In That Sounds Fun, Annie F. Downs talks about how PCOS has affected her health journey and the way that she interacted with her body. We all understand that at some level. When our bodies are in pain, we don’t interact with our bodies the same way and our emotional and psychological understandings of our bodies differ. Those with chronic illnesses and disabilities have this experience on a greater scale and continually. An average able bodied person doesn’t not have to contend with the same limitations or frustrations that someone who is not able bodied does. There are differing levels of limitations and similarly, standards of health. 

Eula Biss’s Pain Scale is an incredible read. It is well worth reading for a fresh understanding of someone’s specific experience with pain and her grappling with the categorization of pain. I’m trying to do the same thing. In a less lyrical way. I’m grappling with this strict standard of health that may be keeping you or someone you love from seeing themselves as healthy. 

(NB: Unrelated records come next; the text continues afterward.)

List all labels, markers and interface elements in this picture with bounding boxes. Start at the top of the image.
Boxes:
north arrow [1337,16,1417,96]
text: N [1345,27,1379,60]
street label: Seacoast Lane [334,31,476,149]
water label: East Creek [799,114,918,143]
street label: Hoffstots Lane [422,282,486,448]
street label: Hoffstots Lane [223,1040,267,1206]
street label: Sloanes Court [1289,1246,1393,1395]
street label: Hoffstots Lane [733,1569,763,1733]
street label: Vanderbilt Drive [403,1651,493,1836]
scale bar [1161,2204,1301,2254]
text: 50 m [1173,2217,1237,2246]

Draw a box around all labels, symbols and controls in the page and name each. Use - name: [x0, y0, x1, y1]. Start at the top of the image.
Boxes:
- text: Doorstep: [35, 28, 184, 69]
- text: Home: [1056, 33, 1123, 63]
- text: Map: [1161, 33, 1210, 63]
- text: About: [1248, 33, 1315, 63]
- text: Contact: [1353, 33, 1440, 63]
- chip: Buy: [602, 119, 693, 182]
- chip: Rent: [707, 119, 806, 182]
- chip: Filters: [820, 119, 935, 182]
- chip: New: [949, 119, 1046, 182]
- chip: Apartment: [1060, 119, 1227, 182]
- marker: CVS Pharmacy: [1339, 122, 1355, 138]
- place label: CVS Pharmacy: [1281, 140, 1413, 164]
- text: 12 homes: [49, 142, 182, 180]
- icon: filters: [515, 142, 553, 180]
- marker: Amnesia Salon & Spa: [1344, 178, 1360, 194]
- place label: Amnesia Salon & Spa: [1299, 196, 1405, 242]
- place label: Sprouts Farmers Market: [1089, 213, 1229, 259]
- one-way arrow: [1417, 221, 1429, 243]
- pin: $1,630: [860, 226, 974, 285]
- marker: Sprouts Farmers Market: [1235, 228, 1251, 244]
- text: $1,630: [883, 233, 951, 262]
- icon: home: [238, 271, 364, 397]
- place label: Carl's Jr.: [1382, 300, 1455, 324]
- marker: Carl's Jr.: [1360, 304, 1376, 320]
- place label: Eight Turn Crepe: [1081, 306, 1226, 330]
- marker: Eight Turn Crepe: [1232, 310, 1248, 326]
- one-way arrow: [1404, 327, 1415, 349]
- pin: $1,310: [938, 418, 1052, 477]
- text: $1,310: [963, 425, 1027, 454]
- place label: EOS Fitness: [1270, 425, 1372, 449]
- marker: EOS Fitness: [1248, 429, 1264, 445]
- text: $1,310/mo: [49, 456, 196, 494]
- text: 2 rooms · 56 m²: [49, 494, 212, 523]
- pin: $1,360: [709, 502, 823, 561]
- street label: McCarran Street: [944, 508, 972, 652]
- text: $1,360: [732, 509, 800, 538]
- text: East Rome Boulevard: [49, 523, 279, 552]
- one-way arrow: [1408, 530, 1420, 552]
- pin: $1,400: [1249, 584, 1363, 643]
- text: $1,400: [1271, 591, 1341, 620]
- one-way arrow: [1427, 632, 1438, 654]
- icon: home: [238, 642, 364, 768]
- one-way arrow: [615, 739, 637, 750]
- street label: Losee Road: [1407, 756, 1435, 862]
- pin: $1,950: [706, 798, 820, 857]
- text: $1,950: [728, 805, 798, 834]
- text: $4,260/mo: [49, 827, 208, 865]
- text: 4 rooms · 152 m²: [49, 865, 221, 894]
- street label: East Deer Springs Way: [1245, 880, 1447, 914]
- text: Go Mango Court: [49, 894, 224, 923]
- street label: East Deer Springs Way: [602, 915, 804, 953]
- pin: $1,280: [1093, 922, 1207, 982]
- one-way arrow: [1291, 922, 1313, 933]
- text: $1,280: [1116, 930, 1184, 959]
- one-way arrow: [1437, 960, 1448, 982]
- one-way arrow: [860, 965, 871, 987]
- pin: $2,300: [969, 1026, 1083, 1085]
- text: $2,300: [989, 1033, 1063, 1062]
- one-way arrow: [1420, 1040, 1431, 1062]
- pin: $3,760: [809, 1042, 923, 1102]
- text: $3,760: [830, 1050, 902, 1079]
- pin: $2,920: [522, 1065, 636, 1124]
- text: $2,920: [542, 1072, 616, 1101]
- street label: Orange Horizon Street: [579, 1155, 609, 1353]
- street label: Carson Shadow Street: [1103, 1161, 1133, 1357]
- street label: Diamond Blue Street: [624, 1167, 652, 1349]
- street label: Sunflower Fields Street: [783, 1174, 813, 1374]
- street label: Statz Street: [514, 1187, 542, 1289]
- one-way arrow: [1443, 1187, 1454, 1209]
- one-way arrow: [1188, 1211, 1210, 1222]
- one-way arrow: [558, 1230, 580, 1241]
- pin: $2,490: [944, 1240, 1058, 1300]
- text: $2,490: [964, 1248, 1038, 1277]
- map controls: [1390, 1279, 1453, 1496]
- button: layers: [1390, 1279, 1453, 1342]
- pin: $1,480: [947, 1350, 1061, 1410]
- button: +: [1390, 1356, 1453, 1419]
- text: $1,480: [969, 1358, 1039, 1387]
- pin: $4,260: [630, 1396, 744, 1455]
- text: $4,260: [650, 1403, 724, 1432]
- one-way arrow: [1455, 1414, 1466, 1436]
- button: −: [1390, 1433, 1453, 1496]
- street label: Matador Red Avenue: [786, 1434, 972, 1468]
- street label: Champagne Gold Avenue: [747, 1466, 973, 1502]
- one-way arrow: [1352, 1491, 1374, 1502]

Related Post: The paradox of rest in American culture

As someone who has had a myriad of doctor’s visits, I understand, for myself, how crippling an idea of health that you can never attain is. Being human means coming face to face to your own limits. And that can be an uncomfortable thing. Now I’m not saying that those with chronic illnesses and disabilities are limited completely. I’m saying that holding them to the same standard as an able bodied person would be unfair. 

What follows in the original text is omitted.